**Try it**
An exact restatement of all the data is required, with the pictures left out.

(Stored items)
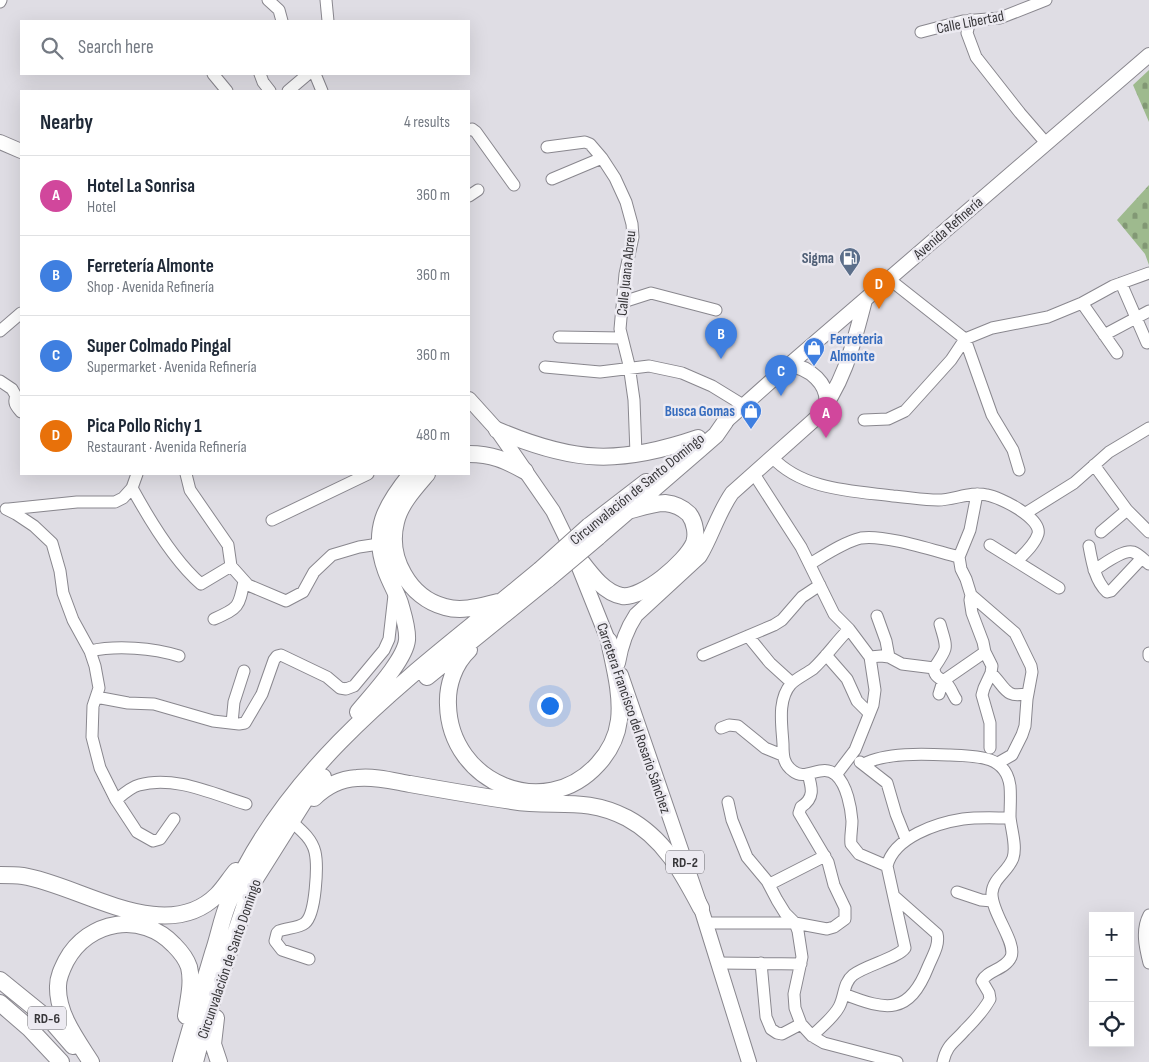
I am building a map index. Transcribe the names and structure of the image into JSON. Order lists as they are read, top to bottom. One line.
{"streets":{"highway":["Circunvalación de Santo Domingo","RD-6"],"main road":["Avenida Refinería","Carretera Francisco del Rosario Sánchez","RD-2"],"street":["Calle Libertad","Calle Juana Abreu"]},"crossings":[["Avenida Refinería","Circunvalación de Santo Domingo"]],"places":{"fuel station":["Sigma"],"shop":["Ferreteria Almonte","Busca Gomas"]},"page":{"search":"Search here","heading":["Nearby","4 results"],"list":[{"mark":"A","name":"Hotel La Sonrisa","note":"Hotel","value":"360 m"},{"mark":"B","name":"Ferretería Almonte","note":"Shop · Avenida Refinería","value":"360 m"},{"mark":"C","name":"Super Colmado Pingal","note":"Supermarket · Avenida Refinería","value":"360 m"},{"mark":"D","name":"Pica Pollo Richy 1","note":"Restaurant · Avenida Refinería","value":"480 m"}],"pins":["D","B","C","A"],"map_buttons":["+","−"]}}
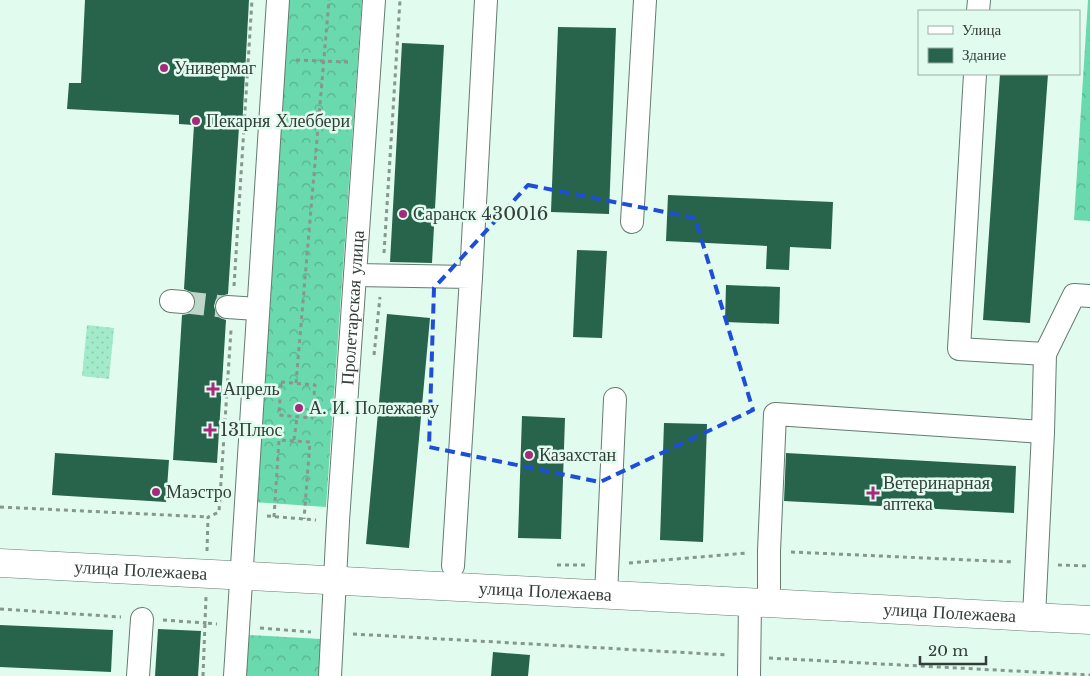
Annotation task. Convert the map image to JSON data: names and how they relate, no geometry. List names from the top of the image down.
{
  "streets": {
    "main road": ["улица Полежаева"],
    "street": ["Пролетарская улица"]
  },
  "crossings": [
    ["Пролетарская улица", "улица Полежаева"]
  ],
  "places": {
    "other": [
      "Универмаг",
      "Пекарня Хлеббери",
      "Саранск 430016",
      "А. И. Полежаеву",
      "Казахстан",
      "Маэстро"
    ],
    "health": ["Апрель", "13Плюс", "Ветеринарная аптека"]
  },
  "legend": ["Улица", "Здание"],
  "scale_bar": "20 m"
}
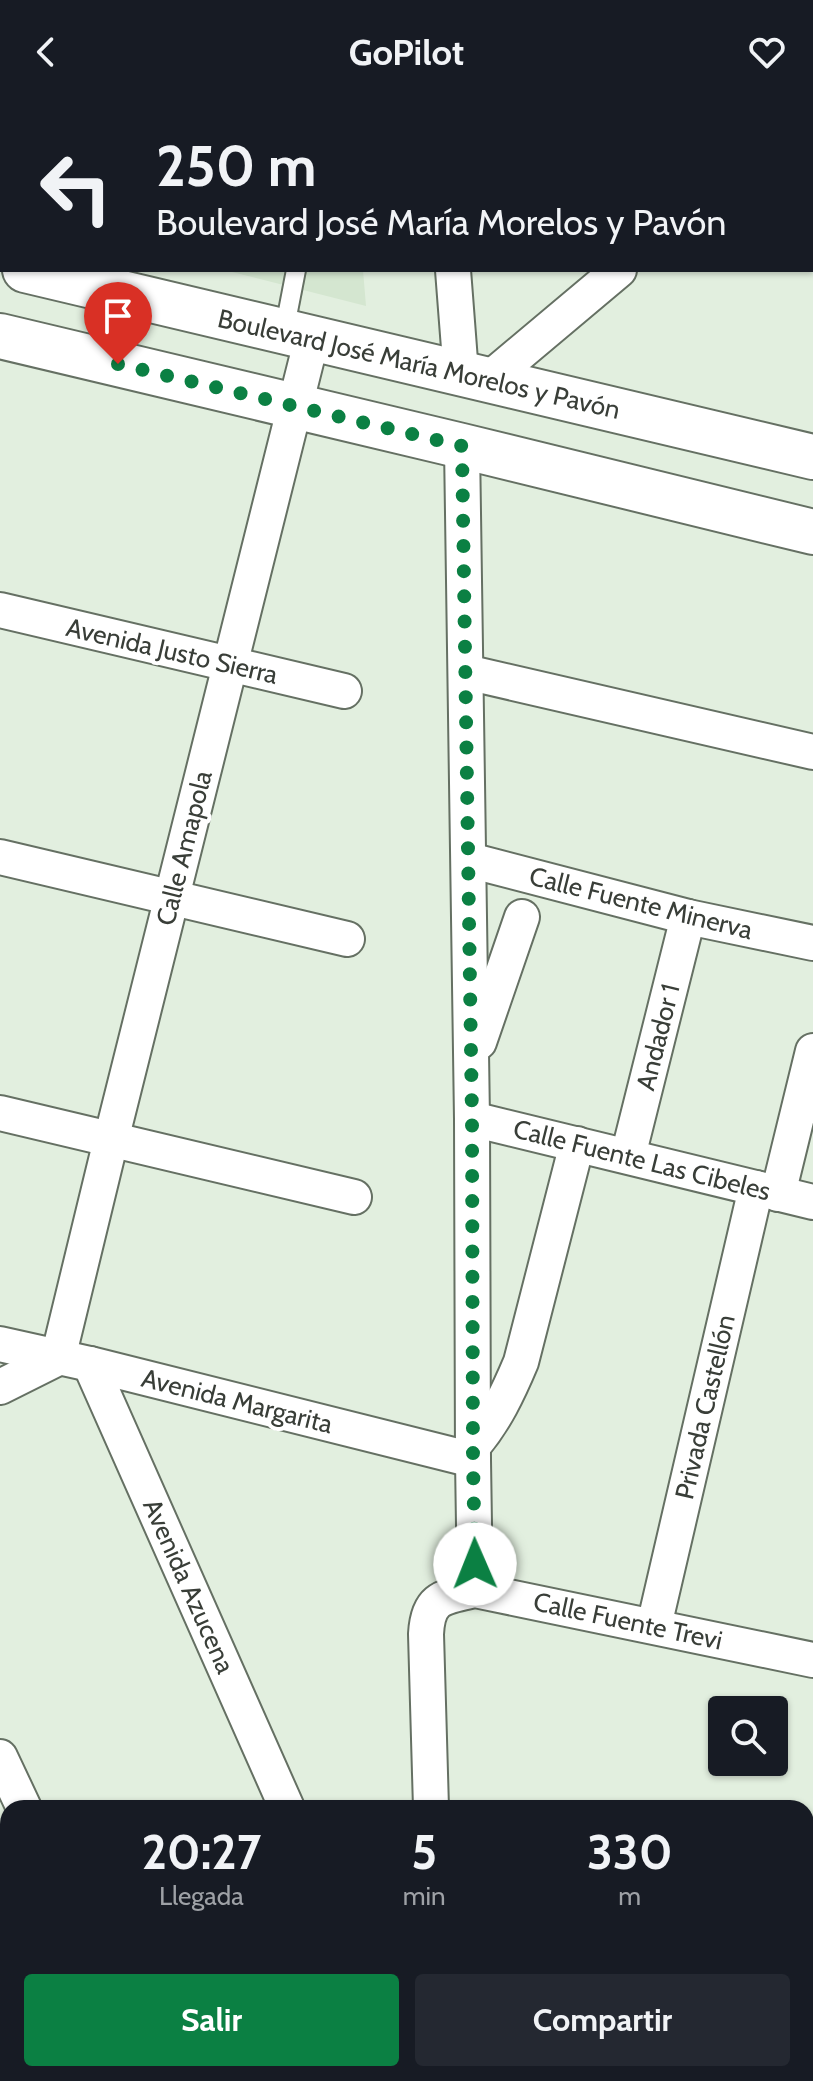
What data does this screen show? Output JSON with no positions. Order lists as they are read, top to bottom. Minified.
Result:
{"streets":{"main road":["Boulevard José María Morelos y Pavón"],"street":["Avenida Justo Sierra","Calle Amapola","Calle Fuente Minerva","Andador 1","Calle Fuente Las Cibeles","Avenida Margarita","Privada Castellón","Avenida Azucena","Calle Fuente Trevi"]},"crossings":[["Boulevard José María Morelos y Pavón","Calle Amapola"],["Avenida Justo Sierra","Calle Amapola"],["Calle Amapola","Avenida Margarita"],["Calle Amapola","Avenida Azucena"],["Calle Fuente Minerva","Andador 1"],["Andador 1","Calle Fuente Las Cibeles"],["Calle Fuente Las Cibeles","Privada Castellón"],["Avenida Margarita","Avenida Azucena"],["Privada Castellón","Calle Fuente Trevi"]],"page":{"header":"GoPilot","turn":["250 m","Boulevard José María Morelos y Pavón"],"eta":["20:27","Llegada","5","min","330","m"],"buttons":["Salir","Compartir"]}}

**Completed task**
I am building a map index. Transcribe the names and structure of the image into JSON. Order lists as they are read, top to bottom. One line.
{"streets":{"highway":["Circunvalación de Santo Domingo","RD-6"],"main road":["Avenida Refinería","Carretera Francisco del Rosario Sánchez","RD-2"],"street":["Calle Libertad","Calle Juana Abreu"]},"crossings":[["Avenida Refinería","Circunvalación de Santo Domingo"]],"places":{"fuel station":["Sigma"],"shop":["Ferreteria Almonte","Busca Gomas"]},"page":{"search":"Search here","heading":["Nearby","4 results"],"list":[{"mark":"A","name":"Hotel La Sonrisa","note":"Hotel","value":"360 m"},{"mark":"B","name":"Ferretería Almonte","note":"Shop · Avenida Refinería","value":"360 m"},{"mark":"C","name":"Super Colmado Pingal","note":"Supermarket · Avenida Refinería","value":"360 m"},{"mark":"D","name":"Pica Pollo Richy 1","note":"Restaurant · Avenida Refinería","value":"480 m"}],"pins":["D","B","C","A"],"map_buttons":["+","−"]}}
Annotation task. Convert the map image to JSON data: names and how they relate, no geometry. List names from the top of the image down.
{
  "streets": {
    "main road": ["улица Полежаева"],
    "street": ["Пролетарская улица"]
  },
  "crossings": [
    ["Пролетарская улица", "улица Полежаева"]
  ],
  "places": {
    "other": [
      "Универмаг",
      "Пекарня Хлеббери",
      "Саранск 430016",
      "А. И. Полежаеву",
      "Казахстан",
      "Маэстро"
    ],
    "health": ["Апрель", "13Плюс", "Ветеринарная аптека"]
  },
  "legend": ["Улица", "Здание"],
  "scale_bar": "20 m"
}
What data does this screen show? Output JSON with no positions. Order lists as they are read, top to bottom. Minified.
Result:
{"streets":{"main road":["Boulevard José María Morelos y Pavón"],"street":["Avenida Justo Sierra","Calle Amapola","Calle Fuente Minerva","Andador 1","Calle Fuente Las Cibeles","Avenida Margarita","Privada Castellón","Avenida Azucena","Calle Fuente Trevi"]},"crossings":[["Boulevard José María Morelos y Pavón","Calle Amapola"],["Avenida Justo Sierra","Calle Amapola"],["Calle Amapola","Avenida Margarita"],["Calle Amapola","Avenida Azucena"],["Calle Fuente Minerva","Andador 1"],["Andador 1","Calle Fuente Las Cibeles"],["Calle Fuente Las Cibeles","Privada Castellón"],["Avenida Margarita","Avenida Azucena"],["Privada Castellón","Calle Fuente Trevi"]],"page":{"header":"GoPilot","turn":["250 m","Boulevard José María Morelos y Pavón"],"eta":["20:27","Llegada","5","min","330","m"],"buttons":["Salir","Compartir"]}}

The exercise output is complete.